* [Exercise brief]: Search the records for the string "from", then copy each line that has it.

Extracted records

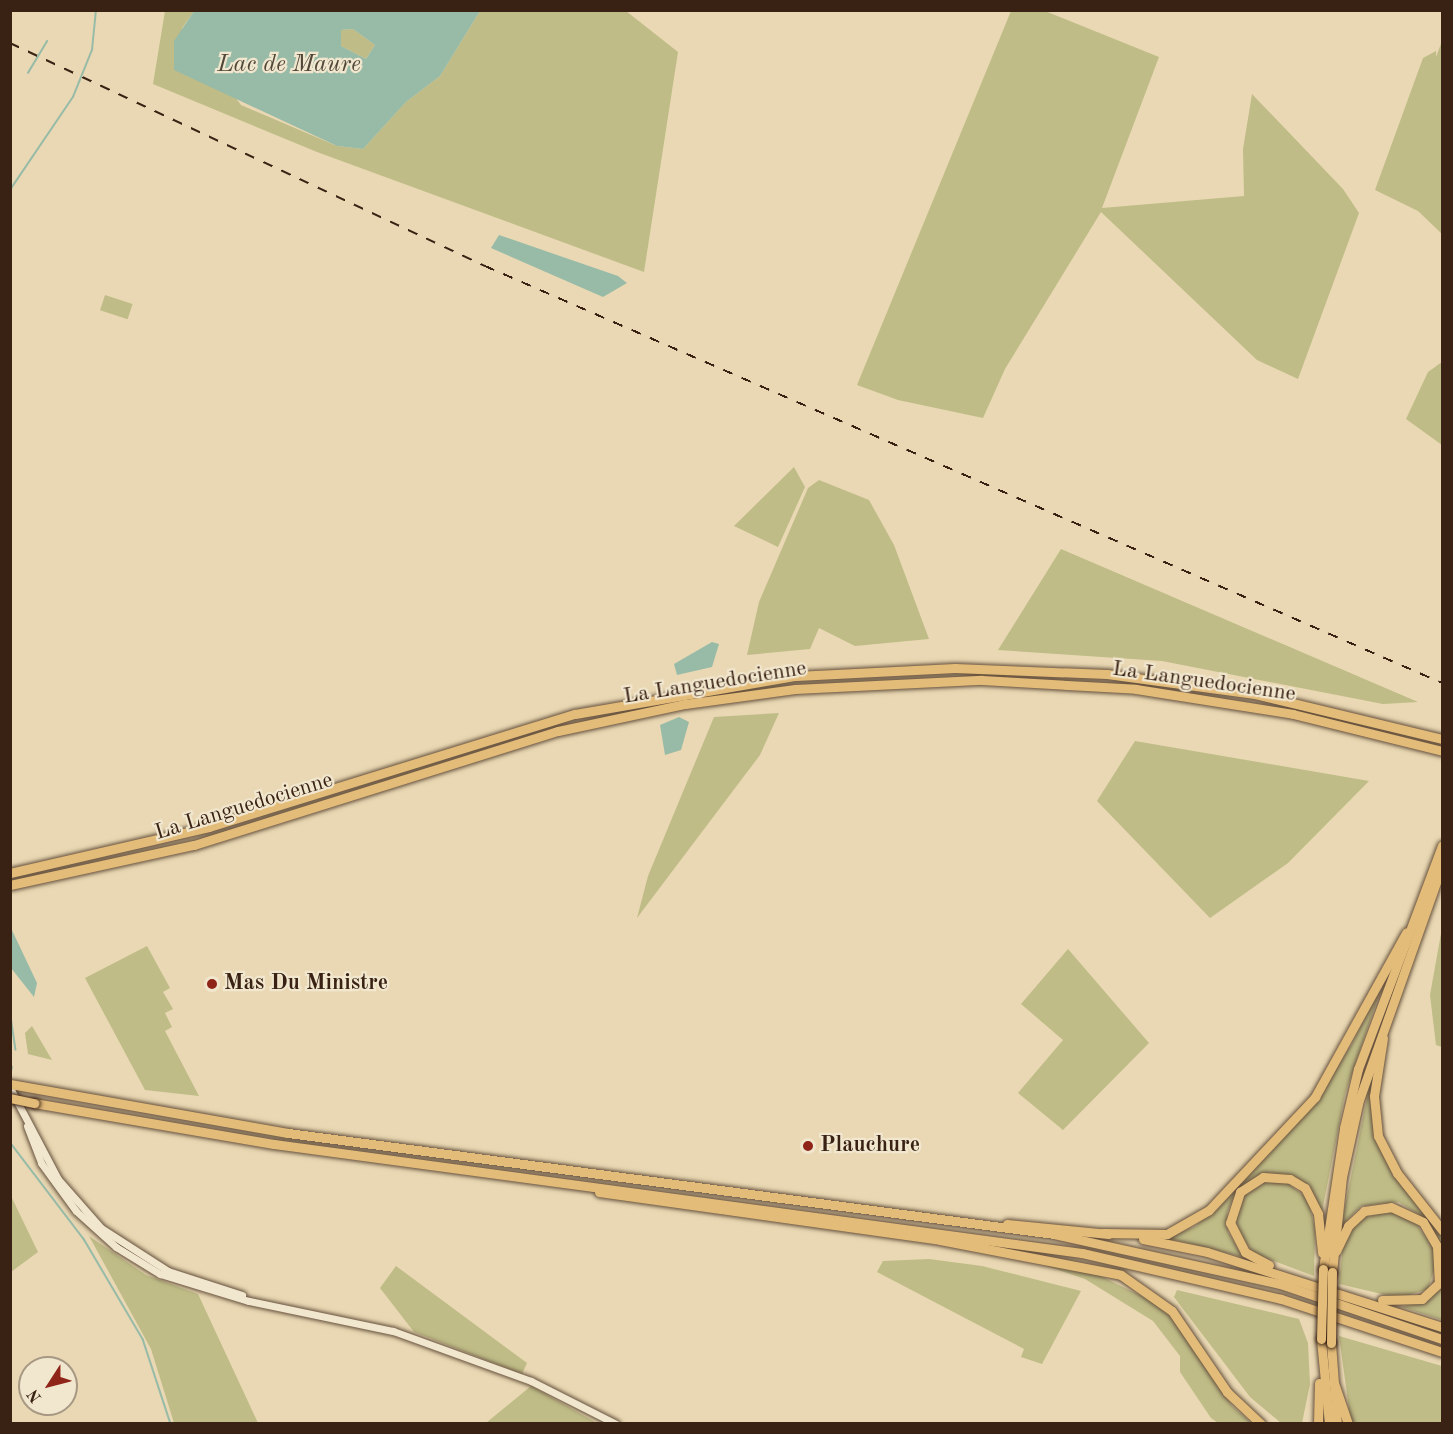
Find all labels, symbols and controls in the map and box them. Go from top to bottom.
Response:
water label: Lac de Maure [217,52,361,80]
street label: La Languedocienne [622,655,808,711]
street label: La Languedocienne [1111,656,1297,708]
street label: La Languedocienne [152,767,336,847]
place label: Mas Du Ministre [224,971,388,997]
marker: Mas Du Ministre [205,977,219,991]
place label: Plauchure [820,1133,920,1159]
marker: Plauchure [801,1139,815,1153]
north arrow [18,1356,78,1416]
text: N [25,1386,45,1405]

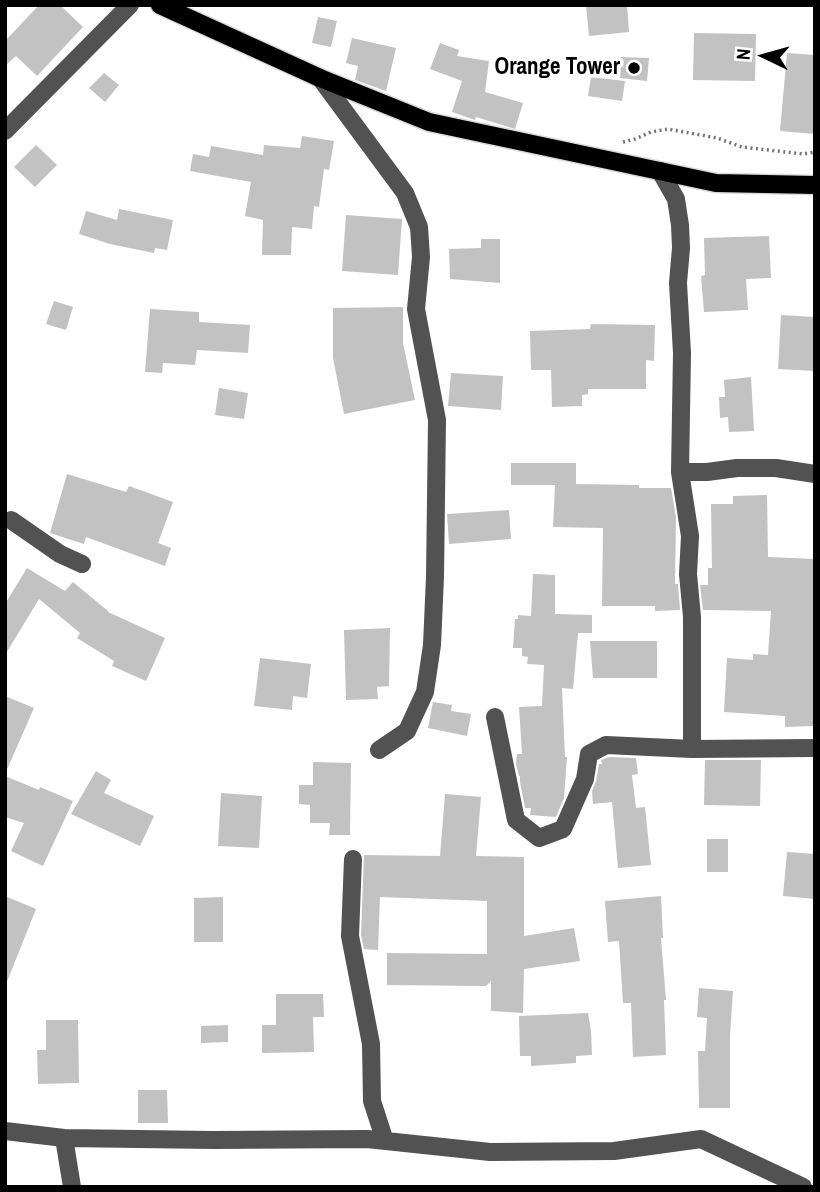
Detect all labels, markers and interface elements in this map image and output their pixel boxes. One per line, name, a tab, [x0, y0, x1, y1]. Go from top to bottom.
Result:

* [Answer section]:
Find all labels, symbols and controls in the map and box them. Go from top to bottom.
Detect all labels, markers and interface elements in this map image and output their pixel boxes. One per line, name, a tab, [x0, y0, x1, y1]. Go from top to bottom.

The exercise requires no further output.